The dispatcher’s reluctance to assign Charlie to a crew was nothing compared to the open revolt by the drivers, who balked at any attempt to saddle them with a hundred-fifty-five-pound scarecrow constructed of toothpicks and rubber bands. They threatened an uprising, objecting to being forced to carry human deadweight, but the dispatcher quickly laid down the law, crushing the revolt by six forty-five a.m.
“The next one of you assholes who bitches about the kid gets the methadone clinic job in Arbor Hill. So do I got any volunteers who want him for your crew?”
Apparently even a day with Charlie Beresford was preferable to hauling filing cabinets out of dingy clinic offices, listening to verbal abuse from the clients, and needing to put a full-time guard on the truck to ensure that everything that couldn’t be locked down wasn’t pilfered. Four drivers swallowed their pride and offered Charlie a place on their crews. The dispatcher pulled him aside for one last word of advice before sending him on his way.

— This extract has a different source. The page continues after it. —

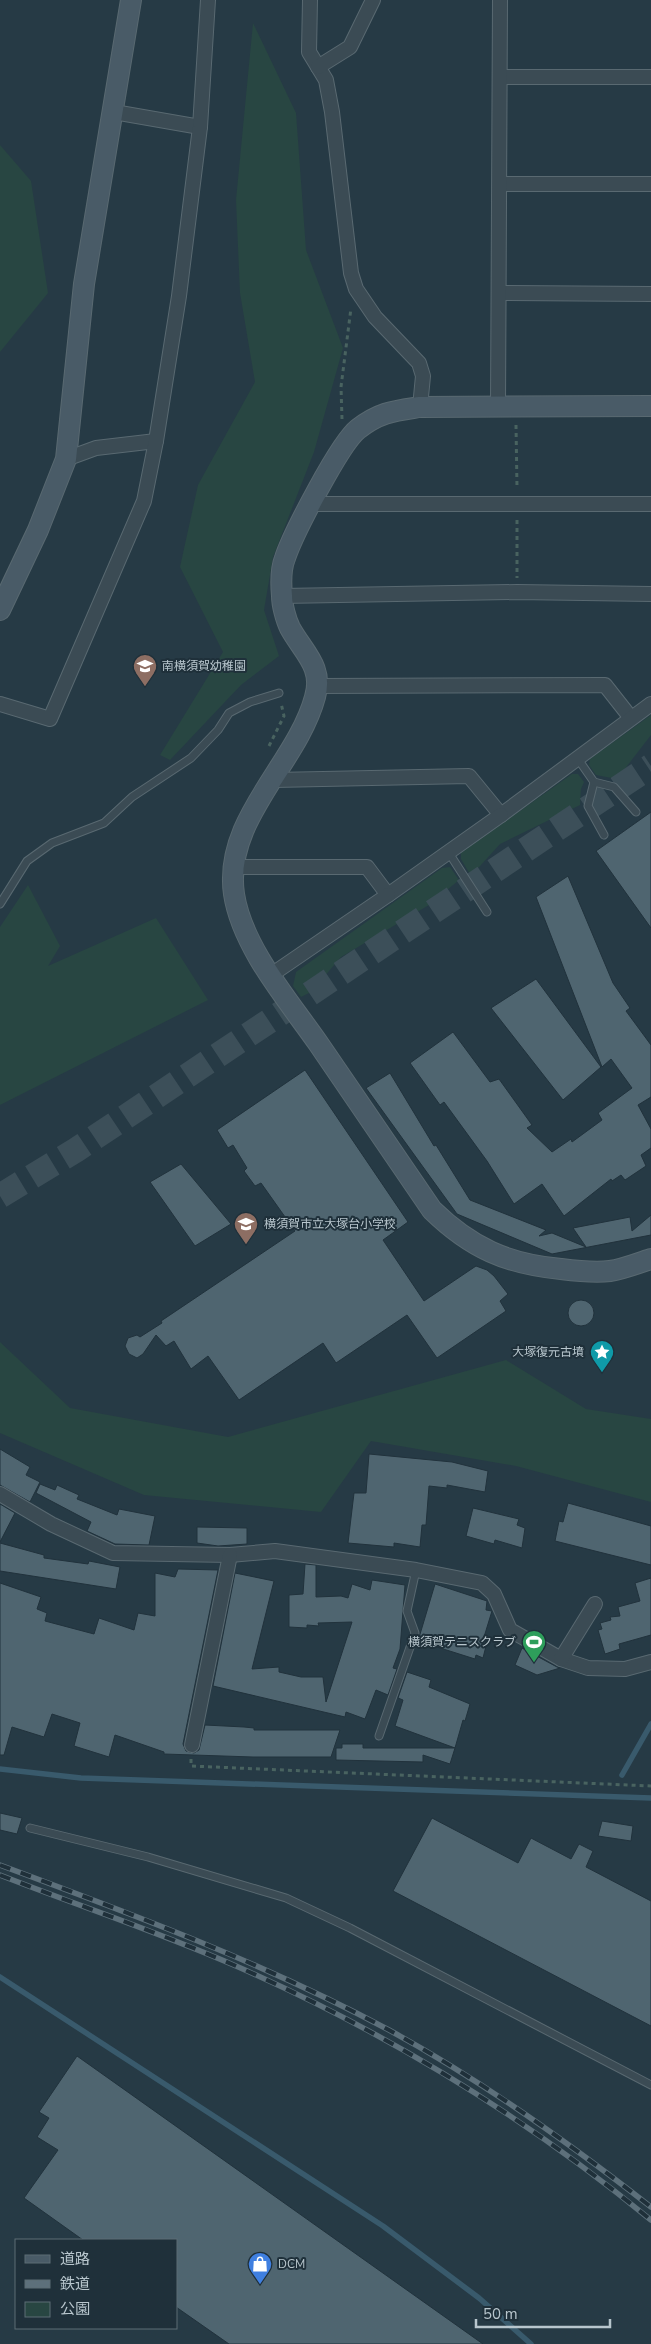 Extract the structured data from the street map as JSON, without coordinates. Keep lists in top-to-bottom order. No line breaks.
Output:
{"places":{"school or university":["南横須賀幼稚園","横須賀市立大塚台小学校"],"place":["大塚復元古墳"],"sports":["横須賀テニスクラブ"],"shop":["DCM"]},"legend":["道路","鉄道","公園"],"scale_bar":"50 m"}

“I’m putting you with Bruno. He’s a mean, dumb Polack, but he won’t let you break your back your first day out. You’ll put on some muscle by July if you live that long. Until then, stick to packing and cleaning the shit out of the basements and attics. Think you can handle that, buddy?” he asked, grinding a Marlboro Red between his teeth.
It had been nearly four months since the night Larry Coleman, Charlie’s best friend since sophomore year, overcame his skittish nerves, his courage fortified by a half bottle of Boone’s Farm Strawberry Hill, and asked Charlie if he would think he was some kind of freak if he admitted that he liked Charlie more than as just a friend. When Charlie didn’t respond by punching him in the face, Larry confessed he thought Charlie was the handsomest boy he’d ever seen, as good looking as that dude from The Strokes, and that it was getting harder and harder to resist the urge to grab him by the shoulders and kiss him so hard their teeth would rattle, just like Heath Ledger and Jake Gyllenhaal in Brokeback Mountain.

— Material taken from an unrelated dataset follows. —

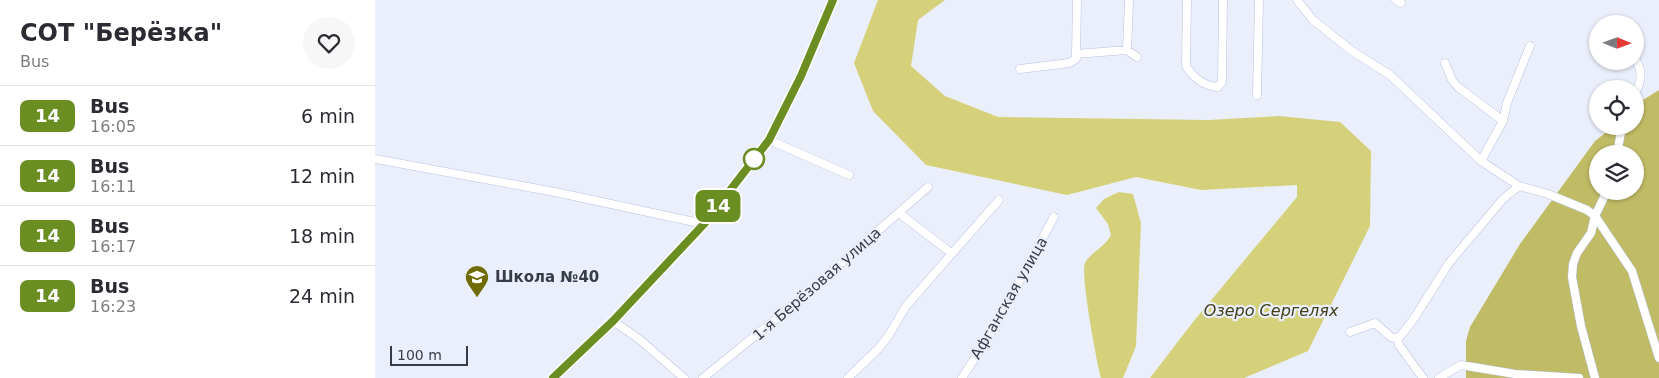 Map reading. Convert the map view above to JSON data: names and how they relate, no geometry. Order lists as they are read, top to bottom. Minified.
{"streets":{"street":["1-я Берёзовая улица","Афганская улица"]},"water":["Озеро Сергелях"],"places":{"school or university":["Школа №40"]},"lines":["bus line 14"],"scale_bar":"100 m","north":"right","page":{"heading":["СОТ \"Берёзка\"","Bus"],"on_map":"14","list":[{"mark":"14","name":"Bus","note":"16:05","value":"6 min"},{"mark":"14","name":"Bus","note":"16:11","value":"12 min"},{"mark":"14","name":"Bus","note":"16:17","value":"18 min"},{"mark":"14","name":"Bus","note":"16:23","value":"24 min"}],"scale":"100 m"}}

Sweet, fruity wine and adolescent libidos being a deadly combination, Charlie had willingly succumbed to Larry’s physical advances, though their frenzied, awkward gropes and grunts (Charlie actually caught the skin of his own scrotum in the teeth of his zipper) seemed more like the antics of the suburban nerds in Superbad than the epic legend of soul-crushing passion between a pair of exquisitely beautiful Wyoming cowboys. Still, it was reassuring for Charlie to discover there was at least one person who thought he was attractive, that, indeed, at least Larry Coleman found him worthy of being loved. And even if Larry, with his thirty-eight-inch waistband and benzoyl peroxide–resistant back acne, wasn’t the type of boy that Charlie fantasized about when he reached for his pecker to wank himself to sleep, he was the only other upperclassman at the Augustinian Academy for Boys whose favorite new band was The National and who appreciated the unparalleled genius of Thurston Moore and Sonic Youth.
Larry Coleman, despite his physical shortcomings, happened to be a great kisser with a natural instinct for poking his tongue into the deepest recesses of Charlie’s mouth. Larry was learning how to give a decent blow job, too, after gagging the first few times when Charlie, despite his best intentions, was unable to hold back until Larry could take it out of his mouth. Charlie was less enthusiastic about satisfying Larry’s physical longings and would roll on his back and doze off the minute he climaxed, not even offering a helping hand as Larry beat off. Once he even yelled at Larry for coming on Charlie’s belly instead of on the bedsheets. But Larry didn’t seem bothered by the distance Charlie insisted on maintaining, assuming that whatever they had together was meant to last forever. He’d even MapQuested the shortest route between Syracuse University, where they’d both been accepted for early admission, and Hanover, New Hampshire, the site of Dartmouth College, which had recently notified Charlie he’d jumped from the wait list to the rolls of the incoming freshman class.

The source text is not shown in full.